Une signature épigénétique des lymphocytes TEP caractéristique d’un état d’épuisement

Pour comprendre les mécanismes moléculaires associés à l’absence de récupération fonctionnelle des lymphocytes T EP après le traitement antiviral, deux études ont cartographié le remodelage épigénétique des lymphocytes T avant et après l’arrêt de la stimulation antigenique [ 8 , 9 ]. Après élimination de l’antigène, des zones de la chromatine accessibles à l’action de la transposase Tn5 – utilisée ici pour détecter les régions de l’ADN transcriptionnellement actives – apparaissent à proximité des gènes TCF-7 et IL7R , en accord avec la différenciation mémoire des lymphocytes T EP . D’autres sites d’accessibilité de la chromatine ne sont plus détectables, notamment autour du gène codant le récepteur inhibiteur CTLA-4. Néanmoins, de nombreuses régions d’accessibilité restent inchangées. En particulier, des sites d’hyperaccessibilité ont été mis en évidence autour des gènes impliqués dans la régulation des mécanismes d’épuisement, tels que TOX et BATF ( Figure 1D ) . Ces mêmes sites ne sont pas accessibles dans les lymphocytes T ECH et T MEM fonctionnels. Ces résultats indiquent que les lymphocytes T EP conservent des « cicatrices » épigénétiques d’un état d’épuisement, même longtemps après l’arrêt de la stimulation antigénique chronique.

Perspectives

Les travaux présentés ici ont évalué les capacités intrinsèques des lymphocytes T EP à donner naissance à une réponse mémoire fonctionnelle après la suppression de la stimulation antigénique chronique. Les résultats obtenus montrent l’existence d’une différenciation mémoire après l’arrêt de la stimulation antigénique, mais qui ne permet pas la réacquisition des fonctions effectrices perdues. Ce nouveau statut de « cellules mémoires non opérationnelles » est marqué par la présence de « cicatrices » épigénétiques et transcriptionnelles durables.
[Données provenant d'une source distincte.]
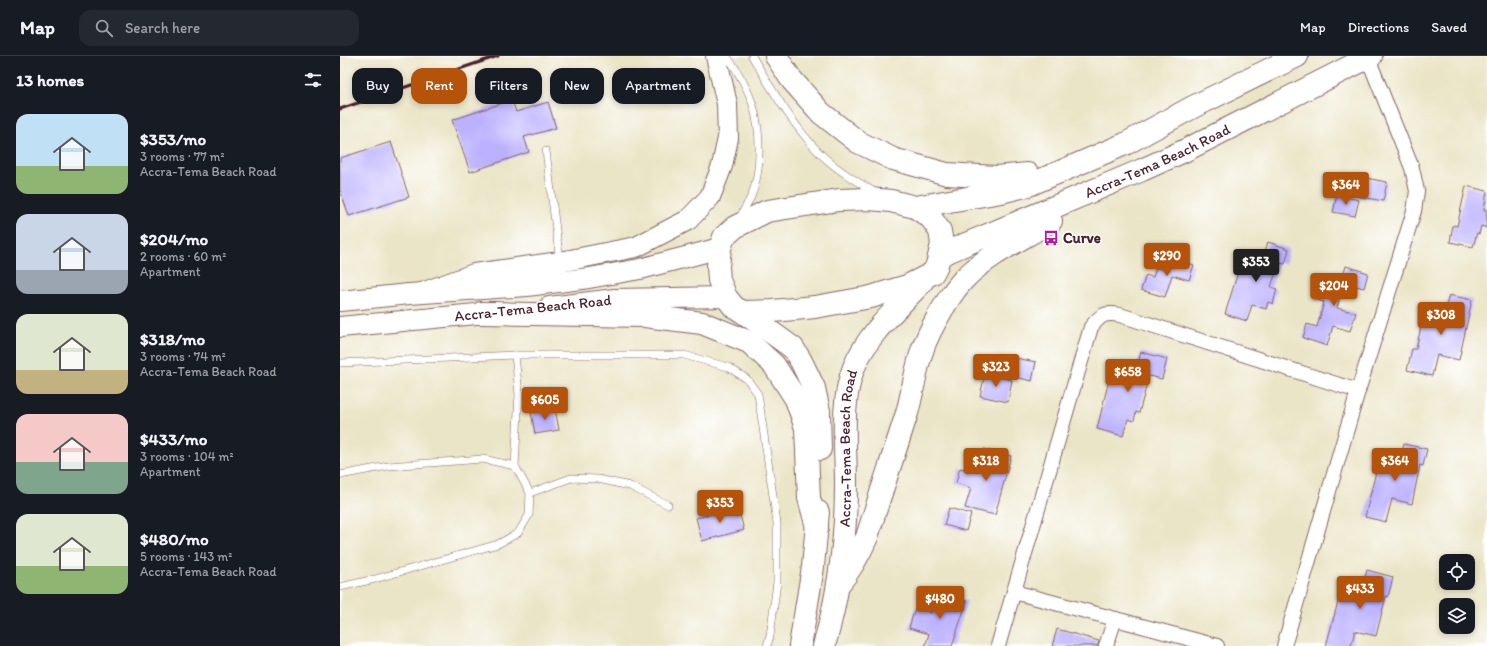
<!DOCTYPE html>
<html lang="en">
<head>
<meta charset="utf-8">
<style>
  :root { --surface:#171b24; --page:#242831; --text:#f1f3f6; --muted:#9ea1a6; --line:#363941; --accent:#b45309 }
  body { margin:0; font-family:Itim,sans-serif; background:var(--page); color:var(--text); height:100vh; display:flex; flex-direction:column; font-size:15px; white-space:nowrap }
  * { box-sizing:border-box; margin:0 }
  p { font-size:13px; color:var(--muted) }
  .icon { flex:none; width:22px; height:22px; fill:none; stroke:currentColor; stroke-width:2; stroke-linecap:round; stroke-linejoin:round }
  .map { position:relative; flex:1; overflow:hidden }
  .details { display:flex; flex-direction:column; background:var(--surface); width:340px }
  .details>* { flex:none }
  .top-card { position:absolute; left:12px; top:12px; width:380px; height:36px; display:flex; gap:8px }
  .controls { position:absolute; left:1099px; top:498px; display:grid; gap:8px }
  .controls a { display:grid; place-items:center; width:36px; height:36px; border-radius:8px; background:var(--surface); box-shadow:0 2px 6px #0003; font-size:20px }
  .price { position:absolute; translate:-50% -34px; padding:0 9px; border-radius:4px; background:var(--accent); color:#fff; font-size:13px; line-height:26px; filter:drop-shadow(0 1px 2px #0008) }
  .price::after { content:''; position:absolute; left:50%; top:24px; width:12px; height:9px; margin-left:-6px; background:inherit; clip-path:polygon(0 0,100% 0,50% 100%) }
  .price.active { background:#222; color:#fff }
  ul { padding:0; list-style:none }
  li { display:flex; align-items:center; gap:12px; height:100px; padding:0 16px }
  li span { display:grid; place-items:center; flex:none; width:112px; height:80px; border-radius:12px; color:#555 }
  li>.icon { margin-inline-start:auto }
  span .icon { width:48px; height:48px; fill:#fffc; stroke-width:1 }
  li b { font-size:17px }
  h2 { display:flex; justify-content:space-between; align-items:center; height:48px; padding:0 16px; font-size:17px }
  .chip { padding:0 14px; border-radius:12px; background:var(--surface); box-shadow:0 2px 6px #0003; font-size:14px; line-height:36px }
  .chip.active { background:var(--accent); color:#fff }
  header { display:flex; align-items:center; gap:24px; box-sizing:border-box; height:56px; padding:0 20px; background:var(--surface); border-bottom:1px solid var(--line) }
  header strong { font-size:19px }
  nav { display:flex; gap:22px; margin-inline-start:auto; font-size:14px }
  .search { width:280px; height:36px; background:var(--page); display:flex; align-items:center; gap:10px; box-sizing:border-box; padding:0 14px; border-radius:12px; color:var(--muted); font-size:15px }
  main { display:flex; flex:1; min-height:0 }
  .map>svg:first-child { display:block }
  .building { fill:#bcb1fe }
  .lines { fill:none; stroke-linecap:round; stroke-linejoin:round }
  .lane-casing { stroke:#826462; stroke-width:8 }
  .street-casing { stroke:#826462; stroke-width:16 }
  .secondary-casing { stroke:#826462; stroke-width:22 }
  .primary-casing { stroke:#826462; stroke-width:24 }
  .lane { stroke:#fff; stroke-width:7 }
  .street { stroke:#fff; stroke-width:14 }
  .secondary { stroke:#fff; stroke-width:20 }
  .primary { stroke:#fff; stroke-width:22 }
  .rail { stroke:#4a1f2b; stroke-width:3 }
  .labels { text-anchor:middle; stroke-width:3; stroke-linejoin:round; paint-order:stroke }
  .street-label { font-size:15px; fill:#4a1f2b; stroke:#fff }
  .poi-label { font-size:15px; font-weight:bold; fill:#4a1f2b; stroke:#fff; text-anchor:start }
</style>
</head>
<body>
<header>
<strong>Map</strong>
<div class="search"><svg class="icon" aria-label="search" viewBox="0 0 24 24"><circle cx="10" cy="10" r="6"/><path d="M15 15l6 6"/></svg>Search here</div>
<nav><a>Map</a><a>Directions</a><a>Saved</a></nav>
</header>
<main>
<section class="details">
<h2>13 homes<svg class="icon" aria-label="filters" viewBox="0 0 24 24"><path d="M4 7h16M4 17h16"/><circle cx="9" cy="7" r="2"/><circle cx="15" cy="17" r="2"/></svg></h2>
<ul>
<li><span style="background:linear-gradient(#bfe0f5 65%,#8fb573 0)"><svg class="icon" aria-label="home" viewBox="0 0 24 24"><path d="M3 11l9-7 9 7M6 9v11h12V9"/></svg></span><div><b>$353/mo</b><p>3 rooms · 77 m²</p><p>Accra-Tema Beach Road</p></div></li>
<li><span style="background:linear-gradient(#c9d6e8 70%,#9aa5b1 0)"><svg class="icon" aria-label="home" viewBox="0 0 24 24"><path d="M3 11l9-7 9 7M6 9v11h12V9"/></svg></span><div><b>$204/mo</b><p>2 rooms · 60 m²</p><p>Apartment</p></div></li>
<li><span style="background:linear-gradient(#dfe7d0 70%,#c2b280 0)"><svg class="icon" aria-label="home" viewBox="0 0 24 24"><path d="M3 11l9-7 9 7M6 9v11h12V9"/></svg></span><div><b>$318/mo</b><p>3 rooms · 74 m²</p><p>Accra-Tema Beach Road</p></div></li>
<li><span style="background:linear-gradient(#f6c9c9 60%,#7fa58c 0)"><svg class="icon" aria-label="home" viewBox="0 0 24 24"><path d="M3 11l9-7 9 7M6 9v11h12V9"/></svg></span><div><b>$433/mo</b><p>3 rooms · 104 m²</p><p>Apartment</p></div></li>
<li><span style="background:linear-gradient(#dfe7d0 65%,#8fb573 0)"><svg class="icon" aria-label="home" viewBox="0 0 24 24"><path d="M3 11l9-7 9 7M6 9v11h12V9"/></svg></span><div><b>$480/mo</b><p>5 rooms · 143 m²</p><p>Accra-Tema Beach Road</p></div></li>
</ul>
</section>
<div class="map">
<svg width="1147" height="590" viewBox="0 0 1147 590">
  <rect width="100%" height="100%" fill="#fff"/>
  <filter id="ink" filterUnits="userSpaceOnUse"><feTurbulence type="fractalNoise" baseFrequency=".025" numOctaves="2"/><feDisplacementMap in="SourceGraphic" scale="8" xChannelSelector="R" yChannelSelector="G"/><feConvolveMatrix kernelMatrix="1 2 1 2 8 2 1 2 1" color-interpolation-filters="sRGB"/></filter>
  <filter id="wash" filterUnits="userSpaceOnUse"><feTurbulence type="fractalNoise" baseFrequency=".012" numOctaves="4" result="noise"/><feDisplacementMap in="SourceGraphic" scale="16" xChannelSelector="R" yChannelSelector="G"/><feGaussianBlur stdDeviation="0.9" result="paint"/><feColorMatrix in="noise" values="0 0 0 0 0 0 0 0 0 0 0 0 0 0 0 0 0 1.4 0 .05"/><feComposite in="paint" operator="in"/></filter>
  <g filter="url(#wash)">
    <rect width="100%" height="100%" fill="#ebe5c7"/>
    <g id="blocks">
      <g class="building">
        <path d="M172,44l4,12 32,-10 8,26 -32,9 5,15 -59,20 -18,-52z"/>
        <path d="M51,86l18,55 -60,19 -9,-26v-32z"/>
        <path d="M1020,121l27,5 -4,19 -27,-5z"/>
        <path d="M1126,130l21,5 -3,19h3v18l-6,-2 -2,8 -2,-1 -4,14 -23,-5 3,-17 4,1z"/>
        <path d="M997,139l22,5 -4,16 -22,-4z"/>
        <path d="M928,186l21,7 -4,15 -6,-1 -8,24 6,2 -4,15 -5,-2 -2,7 -14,-4 -5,16 -22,-7 17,-55 19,5z"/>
        <path d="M832,202l22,7 -5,15 -17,-5 -7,22 -24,-7 5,-15 7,2 3,-9 12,3z"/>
        <path d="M1006,210l22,7 -4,15 -20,-5 -7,25 19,5 -6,18 -17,-5 -6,20 -24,-8 4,-14 10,3 7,-25 -10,-3 5,-15 8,3 3,-10 12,3z"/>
        <path d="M1109,239l23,5 -13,60 -22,-5 -5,21 -25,-6 5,-21h4l8,-36 19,4z"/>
        <path d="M801,296l26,7 -5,20 -13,-3 -10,37 -3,-1 -2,9 -6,-2 -5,17 -26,-7 15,-62 23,6z"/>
        <path d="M670,301l26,5 -4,19 -26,-6z"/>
        <path d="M645,318l27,6 -4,22 -28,-6z"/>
        <path d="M215,352l4,22 -24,4 -4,-22z"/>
        <path d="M1064,388l23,5 -4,17 -3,-1 -8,39 -20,-5 -6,23 -21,-5 14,-58 21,4z"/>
        <path d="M644,393l27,7 -16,59 -30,-7 6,-20 -15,-5 4,-15 17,4z"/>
        <path d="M398,452l6,22 -42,11 -6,-23z"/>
        <path d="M609,452l22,6 -5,17 -22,-6z"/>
        <path d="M1027,514l26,7 -5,20 -2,-1 -10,40 -21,-5 -4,15h-25l16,-59 19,5z"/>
        <path d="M597,536l30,9 -15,45h-27l4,-12 -20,-6 6,-20 16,5z"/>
        <path d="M717,573l42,12 -1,5h-46z"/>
      </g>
    </g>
  </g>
  <g filter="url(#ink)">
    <use href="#blocks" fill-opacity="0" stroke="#826462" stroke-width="1"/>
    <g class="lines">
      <defs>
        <g id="lane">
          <path d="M387,0c10,14 21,33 26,49 8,27 9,66 -2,92 -4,7 -8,15 -12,22"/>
          <path d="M412,0c17,29 34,58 56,84 17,22 43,39 67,52"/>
          <path d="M206,95l14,111"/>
          <path d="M0,307l175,-8h169l44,12 19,12 11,15 19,129v59l-7,54 -3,10"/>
          <path d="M175,410l4,-72 -4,-39"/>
          <path d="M0,419l48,-9 95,-7 32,7 15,27 -1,22 -11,18 -20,11 -123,35 -35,8"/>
          <path d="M190,437l41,-15 27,1 32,7 38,19"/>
        </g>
        <g id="street">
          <path d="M674,536l203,54"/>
          <path d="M658,590l93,-319c10,-12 13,-15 29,-12l238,76"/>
          <path d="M766,590l9,-27"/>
          <path d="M944,590l74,-255 56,-180 3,-20 -5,-23 -44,-110"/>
        </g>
        <g id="secondary">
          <path d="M82,237l52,-19 86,-12 76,-15 52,-27 22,-23 12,-31 6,-28 -1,-34 -11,-48"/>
          <path d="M0,245l69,-7 118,-8 62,-8 51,-9 80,-21"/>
          <path d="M209,251l66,-8 111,-2"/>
          <path d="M0,271l157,-15"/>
        </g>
        <g id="primary">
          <path d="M436,0l15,23 30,34 37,29 35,17 54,15 49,3 32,-3"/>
          <path d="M529,143l22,2 24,6 16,11 9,13 2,13 -5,21 -4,8 -26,13 -20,6 -16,5 -56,10 -42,4 -30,1 -9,-5 -8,-10 -7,-17 -1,-14 2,-18 4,-11 11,-10 32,-16 72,-11z"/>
          <path d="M575,151l86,-15 28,-7 96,-41 68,-37 104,-51"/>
          <path id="s1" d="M600,199l202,-85 44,-20 185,-94"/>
          <path d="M403,256l50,36 8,13 13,27 5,23 1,38"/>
          <path d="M141,257l164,3 57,7 47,19 25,23 22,34 10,29 3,70 8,29"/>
          <path d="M498,529c13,-15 21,-30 29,-48 13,-42 27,-83 40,-124 6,-21 8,-42 15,-62 7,-21 29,-60 45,-75 24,-23 56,-37 84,-55"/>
          <path d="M460,590l13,-79 5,-55"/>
          <path id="s2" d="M484,590c15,-52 22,-108 22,-162 0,-39 -6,-81 8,-117 14,-34 44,-59 68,-85"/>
        </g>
      </defs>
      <use href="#lane" class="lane-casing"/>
      <use href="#street" class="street-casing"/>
      <use href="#secondary" class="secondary-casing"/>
      <use href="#primary" class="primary-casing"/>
      <use href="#lane" class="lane"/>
      <use href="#street" class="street"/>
      <use href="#secondary" class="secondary"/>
      <use href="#primary" class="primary"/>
      <path class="rail" d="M0,53l158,-53"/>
    </g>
  </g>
  <defs>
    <symbol id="bus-bare" viewBox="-9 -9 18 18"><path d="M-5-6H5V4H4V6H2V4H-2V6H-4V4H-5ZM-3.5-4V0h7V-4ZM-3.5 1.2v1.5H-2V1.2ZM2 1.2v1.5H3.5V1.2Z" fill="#b5179e" stroke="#fff" stroke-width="2.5" paint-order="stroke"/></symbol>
  </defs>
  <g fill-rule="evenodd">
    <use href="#bus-bare" x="700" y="171" width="22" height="22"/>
  </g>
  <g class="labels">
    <g class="street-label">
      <text dy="5" stroke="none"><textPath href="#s1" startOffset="237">Accra-Tema Beach Road</textPath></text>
      <text transform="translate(193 252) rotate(-6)" y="5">Accra-Tema Beach Road</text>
      <text dy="5" stroke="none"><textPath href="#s2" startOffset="200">Accra-Tema Beach Road</textPath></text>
    </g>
    <g class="poi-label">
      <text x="723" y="187">Curve</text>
    </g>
  </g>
</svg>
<div class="controls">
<a><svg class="icon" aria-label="locate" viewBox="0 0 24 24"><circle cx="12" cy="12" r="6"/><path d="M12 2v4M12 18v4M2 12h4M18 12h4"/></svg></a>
<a><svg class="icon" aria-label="layers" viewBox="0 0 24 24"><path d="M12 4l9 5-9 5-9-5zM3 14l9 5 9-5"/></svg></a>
</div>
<b class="price" style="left:1006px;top:150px">$364</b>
<b class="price" style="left:827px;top:221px">$290</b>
<b class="price active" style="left:916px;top:227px">$353</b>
<b class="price" style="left:994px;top:251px">$204</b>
<b class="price" style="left:1101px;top:280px">$308</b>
<b class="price" style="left:656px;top:332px">$323</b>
<b class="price" style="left:788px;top:337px">$658</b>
<b class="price" style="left:205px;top:365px">$605</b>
<b class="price" style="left:646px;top:426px">$318</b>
<b class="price" style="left:1055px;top:426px">$364</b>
<b class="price" style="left:380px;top:468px">$353</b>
<b class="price" style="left:1020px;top:554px">$433</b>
<b class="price" style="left:600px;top:564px">$480</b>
<div class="top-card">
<a class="chip">Buy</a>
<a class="chip active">Rent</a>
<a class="chip">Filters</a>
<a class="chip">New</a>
<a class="chip">Apartment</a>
</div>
</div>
</main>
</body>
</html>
Les lymphocytes T ECH , qui n’ont plus été soumis à la stimulation antigénique depuis la phase aiguë de l’infection, ont, quant à eux, conservé une forte capacité de réponse, ce qui suggère qu’une intervention thérapeutique précoce pourrait prévenir la perte fonctionnelle des lymphocytes T EP . Néanmoins, il est important de noter que les lymphocytes T ECH ont adopté une trajectoire mémoire différente de celle des lymphocytes T MEM générés après la résolution spontanée de l’infection par le VHC. Il conviendra d’analyser le rôle du microenvironnement hépatique et de l’inflammation chronique sur les trajectoires phénotypiques et fonctionnelles de ces lymphocytes, et en particulier le devenir de ces cellules en cas de réinfection. Une meilleure compréhension de ces mécanismes est une condition préalable pour le développement de nouvelles thérapies impliquant une reprogrammation fonctionnelle pérenne des lymphocytes T EP .

Liens d’intérêt

L’auteur déclare n’avoir aucun lien d’intérêt concernant les données publiées dans cet article.